Figure 5. Normalized ramp-currents

Comparison of normalized ramp-currents. Normalized TTX-subtracted averaged ramp-currents from R225P and other Na_V1.5 mutations associated with multifocal ventricular ectopy with impaired cardiac contractility (R222Q), sporadic dilated cardiomyopathy (R814W), and congenital long-QT syndrome (delKPQ). All data are represented as mean for n=7–15 cells.

Figure 6. Biophysical properties of R225P in the presence of Amiodarone (3 μM)

Effects of amiodarone on Na_V1.5-R225P. (A) Activation and channel availability properties of WT and R225P in the presence of amiodarone (open symbols, dashed lines) or DMSO (filled circles, solid lines).
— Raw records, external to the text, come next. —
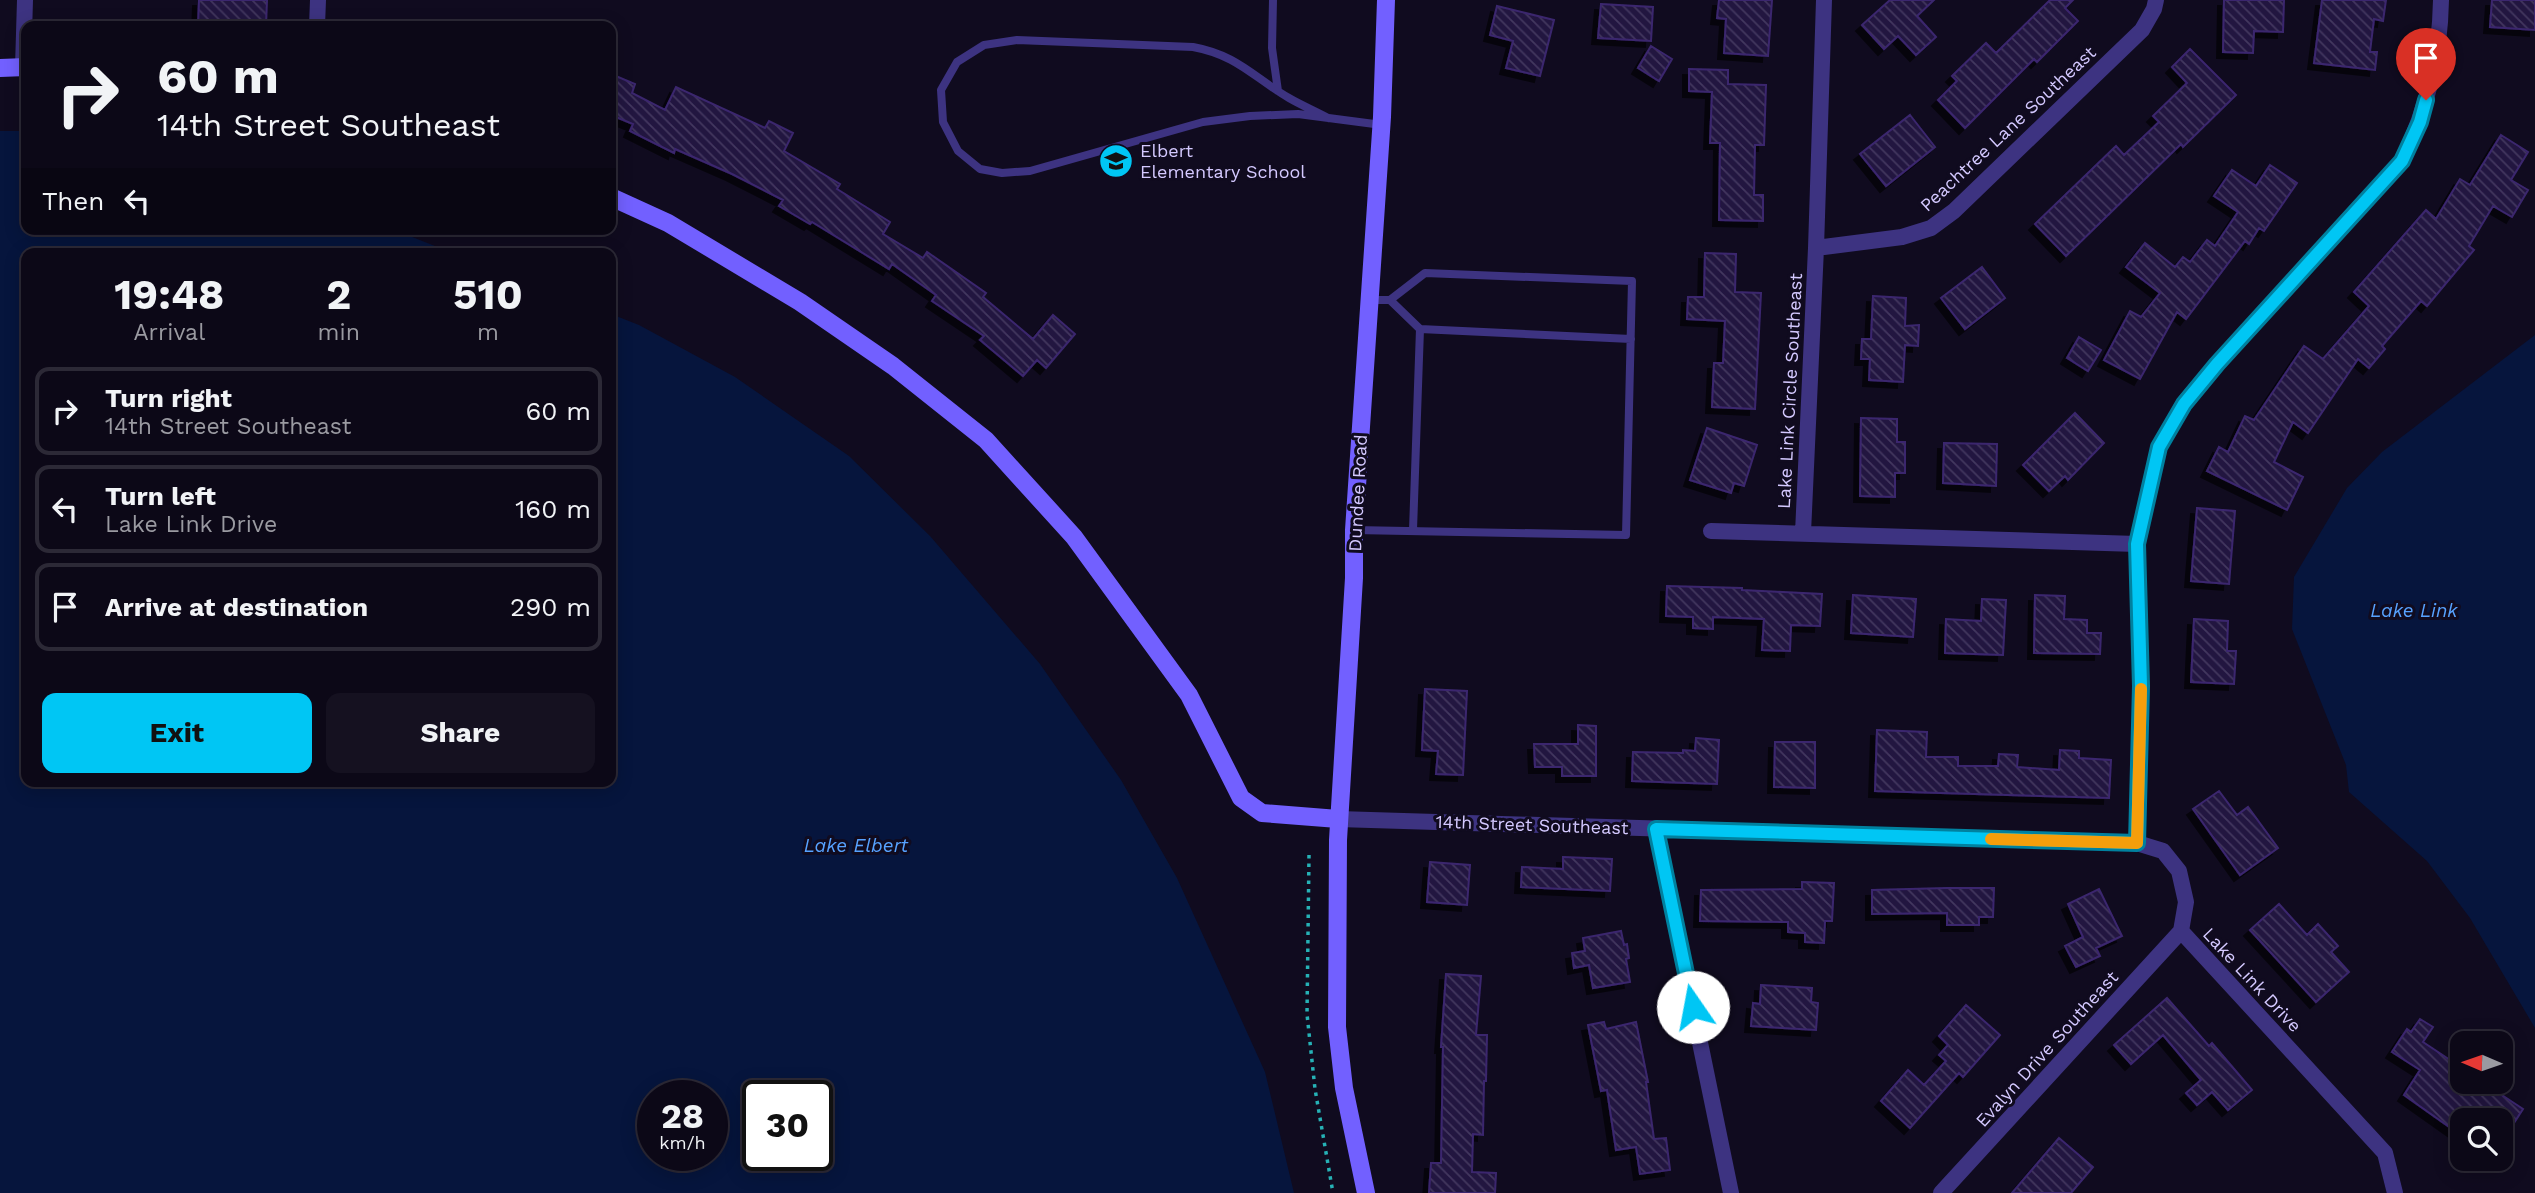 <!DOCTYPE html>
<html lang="en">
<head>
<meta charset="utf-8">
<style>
	body { margin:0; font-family:"Work Sans",sans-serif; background:#151120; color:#f1f3f6; height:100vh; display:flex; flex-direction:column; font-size:26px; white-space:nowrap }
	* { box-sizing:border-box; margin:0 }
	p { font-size:23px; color:#9a9aa1 }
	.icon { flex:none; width:38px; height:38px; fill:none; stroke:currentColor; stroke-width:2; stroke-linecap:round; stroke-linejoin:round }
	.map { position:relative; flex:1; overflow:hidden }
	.side { position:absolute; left:21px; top:248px; width:595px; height:539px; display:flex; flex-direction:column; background:#0c0817; border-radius:14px; box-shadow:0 4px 18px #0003,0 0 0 2px #2c2936 }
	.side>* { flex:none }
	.top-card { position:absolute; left:21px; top:21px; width:595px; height:214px; border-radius:14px; box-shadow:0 4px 18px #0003,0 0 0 2px #2c2936; background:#0c0817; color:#f1f3f6; overflow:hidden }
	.needle { width:46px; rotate:272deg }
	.fabs { position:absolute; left:2450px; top:1031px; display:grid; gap:14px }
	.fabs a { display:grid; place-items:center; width:63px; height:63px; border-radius:14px; background:#0c0817; box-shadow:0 4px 18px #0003,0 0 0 2px #2c2936; font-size:35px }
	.speed { position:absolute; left:637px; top:1080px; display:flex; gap:14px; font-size:35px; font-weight:700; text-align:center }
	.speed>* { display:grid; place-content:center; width:91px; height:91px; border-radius:50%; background:#0c0817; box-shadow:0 4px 18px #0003,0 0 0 2px #2c2936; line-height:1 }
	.speed small { font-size:18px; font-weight:400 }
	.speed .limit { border:4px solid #111; border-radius:10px; background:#fff; color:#111 }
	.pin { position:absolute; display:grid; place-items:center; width:60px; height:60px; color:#fff; margin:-72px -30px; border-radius:50% 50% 50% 0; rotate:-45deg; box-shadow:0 0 7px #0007 }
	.pin .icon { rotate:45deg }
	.me { position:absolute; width:77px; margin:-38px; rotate:348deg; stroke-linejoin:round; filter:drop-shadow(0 0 5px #0008) }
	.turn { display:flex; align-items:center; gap:24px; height:147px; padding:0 21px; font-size:32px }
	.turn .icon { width:91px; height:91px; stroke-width:2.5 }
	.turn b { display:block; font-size:49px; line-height:60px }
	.then { display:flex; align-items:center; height:66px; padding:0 21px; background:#0003; gap:14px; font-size:26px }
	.eta { display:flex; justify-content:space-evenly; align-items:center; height:119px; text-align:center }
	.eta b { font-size:42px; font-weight:700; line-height:49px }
	.cta { display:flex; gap:14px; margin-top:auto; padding:14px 21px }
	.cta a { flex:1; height:80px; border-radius:14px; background:#00c6f4; color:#111; font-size:28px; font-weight:700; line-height:80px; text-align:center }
	.cta a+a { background:#151120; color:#f1f3f6 }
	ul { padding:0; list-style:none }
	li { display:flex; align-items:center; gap:21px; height:88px; margin:0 14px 10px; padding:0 7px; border:4px solid #2c2936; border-radius:14px }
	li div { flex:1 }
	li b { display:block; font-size:26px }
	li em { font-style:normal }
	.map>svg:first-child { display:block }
	.water { fill:#06153d; fill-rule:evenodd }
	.building { fill:url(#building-back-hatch); stroke:#3b276e; stroke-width:2; filter:url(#shadow) }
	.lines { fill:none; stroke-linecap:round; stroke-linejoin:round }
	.path { stroke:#26b2b6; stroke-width:3.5; stroke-dasharray:3.5 5; stroke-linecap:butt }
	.lane { stroke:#3d3381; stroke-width:8 }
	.street { stroke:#3d3381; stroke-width:16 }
	.secondary { stroke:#7260ff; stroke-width:18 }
	.route-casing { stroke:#00819f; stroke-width:18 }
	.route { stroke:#00c6f4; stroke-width:12 }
	.slow { stroke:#f59e0b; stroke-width:12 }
	.labels { text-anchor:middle; stroke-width:6; stroke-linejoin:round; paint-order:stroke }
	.street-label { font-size:18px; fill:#d4c9ff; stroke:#100b1f }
	.poi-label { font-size:18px; fill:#d4c9ff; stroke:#100b1f; text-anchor:start }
	.water-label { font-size:19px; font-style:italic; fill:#57a2ff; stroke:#100b1f }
</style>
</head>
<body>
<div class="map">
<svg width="2535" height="1193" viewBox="0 0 2535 1193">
	<defs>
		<pattern id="building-back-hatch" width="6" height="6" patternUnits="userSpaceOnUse" patternTransform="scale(1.75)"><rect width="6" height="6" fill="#231641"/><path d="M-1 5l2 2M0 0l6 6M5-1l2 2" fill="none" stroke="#42375e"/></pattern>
		<filter id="shadow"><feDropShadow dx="-6" dy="6" stdDeviation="0" flood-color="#0009"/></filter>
	</defs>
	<rect width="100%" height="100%" fill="#100b1f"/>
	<path class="water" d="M0,131h26v98h366l63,25h-429v528h585v-468l28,11 96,52 114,79 81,80 110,128 81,116 56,98 88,194 29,121h-1294zM653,1096h59v59h-59zM758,1096h59v59h-59z
		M2535,335v693l-65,-110 -43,-57 -78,-69 -3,-27 -54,-136 2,-52 53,-89 35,-36z"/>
	<path class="building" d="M199,0h68l-1,26h-68z
		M1719,0h53l-4,56 -44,-3 2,-34 -9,-1z
		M1890,0h44l-17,16 19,21 -20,18 -18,-19 -14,13 -22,-24z
		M2050,0h23l-8,8 13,13 -41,41 -3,-3 -69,69 -27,-28 19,-19 -5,-5 34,-33 10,10z
		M2224,0h60l-1,32 -29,-1 -1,22 -30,-1z
		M2322,0h64l-3,21 -9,-2 -4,33h7l-2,18 -61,-7z
		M2492,0h43v30l-45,-3z
		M1601,4l52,3 -2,34 -53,-3z
		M1497,6l57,14 -14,56 -34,-8 7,-27 -23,-6z
		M1651,46l21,13 -13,22 -21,-13z
		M2190,49l46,46 -53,52 -2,-3 -115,112 -31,-32 81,-78 8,9 35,-33 -6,-6 34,-33 -15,-16z
		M1689,69l39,1v14l38,1 -2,60h-9l-1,50h9v26l-44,-1 1,-77h-10l2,-51 -23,-1z
		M611,74l24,10 -3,9 33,17 11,-23 89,41 4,-7 24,12 -9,18 56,33 -3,5 53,33 -7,12 40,24 4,-6 59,41 -3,4 50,42 20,-24 22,19 -29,34 -9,-8 -14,16 -43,-36 4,-4 -52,-35 4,-6 -44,-31 -3,5 -77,-47 -2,2 -31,-18 4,-6 -51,-26 -57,-25 -1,4 -44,-22 3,-7 -22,-9z
		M1910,115l25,32 -49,39 -26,-32z
		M2501,135l27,17 -17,28 17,10 -16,27 -19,-11 -24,40 5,4 -47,56 -6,-5 -39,45 3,3 -16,19 -11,-9 -50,74 -15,-11 -19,40 29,15 -16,33 -80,-39 12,-24 9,5 17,-36 9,4 50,-74 19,13 46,-53 -15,-14 72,-82 10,9 24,-40 10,6z
		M2270,165l27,18 -33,48 -5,-3 -10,16 -4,-3 -59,78 -9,-7 -37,67 -36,-19 26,-49 11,6 19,-24 -34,-26 19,-24 30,24 8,-10 7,5 17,-22 8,6 23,-34 -24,-16 18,-26 24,16z
		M1705,253l31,1 -1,38 26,1 -6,116 -43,-2 2,-44h9l2,-42 -38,-2 1,-22h16z
		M1982,267l23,31 -40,31 -24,-31z
		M1873,296l33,2 -1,28 14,-1 -1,21 -13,-1 -2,37 -34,-2 1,-21h-9l1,-20h9z
		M2079,337l22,13 -13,21 -21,-13z
		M2075,413l29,30 -36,37 -3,-4 -16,15 -26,-26z
		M1861,418l36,1v23h8v31h-10v24l-35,-1z
		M1707,428l50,17 -13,41 -10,-3 -3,10 -41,-13z
		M1944,443l53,1 -1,42 -53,-3z
		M2197,508l38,3 -6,73 -38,-3z
		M1667,586l75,2v2l80,4 -2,32 -29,-1 -1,26 -28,-1 2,-31 -51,-2v12l-20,-1v-11l-27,-1z
		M1853,595l63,4 -3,38 -62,-4z
		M2035,595l30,1 -1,23 23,1v13h14l-1,21 -66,-1z
		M1982,599l24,1 -3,55 -58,-2 1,-34 35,2z
		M2194,619l34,2 -1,30h9l-2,33 -43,-2z
		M1425,689l42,2 -4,84 -27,-1 2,-23 -16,-1z
		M1578,725l18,1v50h-34v-9h-27l-1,-23h44z
		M1877,730l50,2 -1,25h32v9h40l1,-12 19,1 -1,12 42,3 1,-20 19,1v7l32,2 -2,38 -234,-7z
		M1696,738l23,2 -2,44 -85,-3 1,-29 50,1v-3l12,1z
		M1775,742h40v46l-41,-1z
		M2219,791l18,24 11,-8 30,41 -38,27 -47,-66z
		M1563,857l49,2 -2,32 -89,-4 1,-20 41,2z
		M1430,862l40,3 -3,40 -40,-3z
		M1802,882l32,1 -2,38h-7l-1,22 -19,-1v-9l-17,-1v-10l-88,-1 1,-31 101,-1z
		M1947,888h47l-1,29h-14v8h-32v-12l-75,1v-24z
		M2099,889l23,47 -26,12 4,8 -24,11 -11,-21 18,-9 -15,-33z
		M2279,904l28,31 11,-11 20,22 -7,6 18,20 -33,30 -66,-72z
		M1621,931l3,14 3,-1 2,14 -3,1 4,23 -37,6 -4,-23 -15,3 -2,-15 13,-2 -2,-13z
		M1446,974l35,2 -5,59h11l-1,46h-2l-1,54 -10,-1 -1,38 24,1 -1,20h-66l2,-30h10l2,-116h-2z
		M1761,985l51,3 -1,14 7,1 -2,27 -65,-4 2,-23 7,1z
		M2167,998l42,48 3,-3 40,47 -24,20 -16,-18 -15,13 -11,-12 15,-13 -38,-45 -32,29 -17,-19z
		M1966,1005l34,30 -37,42 -4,-4 -49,55 -29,-27 27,-31 16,15 22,-24 -7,-6 9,-10 -9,-9z
		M2420,1019l13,8 -10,15 39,26v14h20l41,27 -22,34v-23h-39l-7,11 -51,-36 16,-25 -28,-18 15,-23 4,3z
		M1604,1022l2,7 30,-7 12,60h-2l8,57 12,-1 4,32 -30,4 -4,-27 -20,3 -9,-60 -6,1 -13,-66z
		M2059,1138l34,29 -22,26h-59z"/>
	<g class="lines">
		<path class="path" d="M1309,855l-2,159 8,75 18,104"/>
		<path class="lane" d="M1273,0l-1,48 6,43
			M1328,118c-13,-7 -27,-13 -39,-20 -36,-21 -52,-43 -96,-51l-176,-7 -33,5 -27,17 -16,28 2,32 15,29 22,18 22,4 28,-2 173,-49 47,-6 48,-2 84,11
			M1390,300l30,29 211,10
			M1354,530l272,5 6,-254 -207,-8 -35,27h-19
			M1413,530l7,-201"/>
		<path class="street" d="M317,26l1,-26
			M23,67l2,-67
			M1816,248l86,-11 29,-9 23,-17 188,-181 12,-21 2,-9
			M1711,531l426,13
			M1803,533l13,-285 8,-248
			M1338,819l799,24 26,8 16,20 7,31 -5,29 204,222 10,40
			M1656,829l75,364
			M2137,843l4,-157 -4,-142 22,-97 25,-44 33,-39 185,-203c25,-53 38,-103 39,-161
			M1941,1193l240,-262"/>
		<path class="secondary" d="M0,68l26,-1
			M611,197l57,26 132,79 93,64 93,74 88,97 115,158 52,103 21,15 76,6
			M1366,1193l-22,-105 -7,-61 1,-187 16,-262v-48l28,-413 4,-117"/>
	</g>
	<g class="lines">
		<g class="route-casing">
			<path id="route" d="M1693,1007l-37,-178 481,14 4,-157 -4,-142 22,-97 25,-43 33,-40 185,-203 18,-39 6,-22"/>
		</g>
		<use href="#route" class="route"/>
		<path class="slow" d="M1991,839l146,4 4,-154"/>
	</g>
	<defs>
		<g id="school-disc" transform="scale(1.75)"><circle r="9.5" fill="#00c6f4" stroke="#100b1f"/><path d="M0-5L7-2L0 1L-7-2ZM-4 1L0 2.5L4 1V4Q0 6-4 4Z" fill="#111"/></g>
	</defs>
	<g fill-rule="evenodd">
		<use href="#school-disc" x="1116" y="161"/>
	</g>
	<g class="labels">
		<g class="street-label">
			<text transform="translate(2008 129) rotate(-43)" y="6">Peachtree Lane Southeast</text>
			<text transform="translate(1790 391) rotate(-87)" y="6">Lake Link Circle Southeast</text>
			<text transform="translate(1358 493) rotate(-87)" y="6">Dundee Road</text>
			<text transform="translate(1532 825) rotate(2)" y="6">14th Street Southeast</text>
			<text transform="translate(2252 980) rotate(47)" y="6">Lake Link Drive</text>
			<text transform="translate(2047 1049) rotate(-48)" y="6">Evalyn Drive Southeast</text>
		</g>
		<g class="poi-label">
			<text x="1140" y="157">Elbert<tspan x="1140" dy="21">Elementary School</tspan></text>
		</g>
		<g class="water-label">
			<text x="2414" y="617">Lake Link</text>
			<text x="856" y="852">Lake Elbert</text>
		</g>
	</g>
</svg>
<div class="fabs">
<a><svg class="needle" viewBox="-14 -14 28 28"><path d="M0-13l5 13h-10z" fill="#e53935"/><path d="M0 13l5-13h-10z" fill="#9a9aa1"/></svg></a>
<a><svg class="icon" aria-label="search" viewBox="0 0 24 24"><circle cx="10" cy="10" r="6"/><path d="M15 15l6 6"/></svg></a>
</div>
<div class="speed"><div>28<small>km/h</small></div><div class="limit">30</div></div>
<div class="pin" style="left:2426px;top:100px;background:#d93025"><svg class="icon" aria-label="arrive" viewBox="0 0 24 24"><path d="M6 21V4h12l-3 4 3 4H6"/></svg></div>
<svg class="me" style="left:1693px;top:1007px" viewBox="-20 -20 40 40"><circle r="19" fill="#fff"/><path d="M0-13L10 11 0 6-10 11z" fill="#00c6f4"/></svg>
<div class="top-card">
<div class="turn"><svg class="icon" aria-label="right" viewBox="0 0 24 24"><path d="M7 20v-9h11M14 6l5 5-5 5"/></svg><div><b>60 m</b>14th Street Southeast</div></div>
<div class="then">Then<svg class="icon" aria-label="left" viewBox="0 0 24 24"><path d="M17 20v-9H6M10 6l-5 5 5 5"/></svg></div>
</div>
<section class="side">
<div class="eta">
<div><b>19:48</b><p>Arrival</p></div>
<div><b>2</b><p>min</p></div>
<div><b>510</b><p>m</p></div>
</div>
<ul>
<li><svg class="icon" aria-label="right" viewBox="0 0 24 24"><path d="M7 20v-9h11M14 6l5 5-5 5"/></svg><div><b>Turn right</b><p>14th Street Southeast</p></div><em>60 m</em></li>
<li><svg class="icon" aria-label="left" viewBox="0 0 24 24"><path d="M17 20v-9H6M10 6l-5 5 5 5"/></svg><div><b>Turn left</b><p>Lake Link Drive</p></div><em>160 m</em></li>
<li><svg class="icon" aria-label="arrive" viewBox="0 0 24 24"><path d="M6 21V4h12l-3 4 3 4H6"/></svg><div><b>Arrive at destination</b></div><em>290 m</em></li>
</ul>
<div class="cta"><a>Exit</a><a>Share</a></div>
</section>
</div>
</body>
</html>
All data were fit with a Boltzmann function. (B) TTX-subtracted averaged ramp-currents (0.32 mV/ms) of WT and R225P normalized to cell capacitance in the presence of amiodarone (dashed lines) or DMSO (solid lines). (C) Recovery from fast inactivation of WT and R225P in the presence of amiodarone (open symbols, dashed lines) or DMSO (filled circles, solid lines). The data were fit with a double exponential curve. (D) Pulse trains (2Hz; −20mV) with an activating pulse of 100ms of WT and R225P channels in the presence of amiodarone (open symbols, dashed lines) or DMSO (filled circles, solid lines). All data are represented as mean ± S.E.M for n=5–12 cells.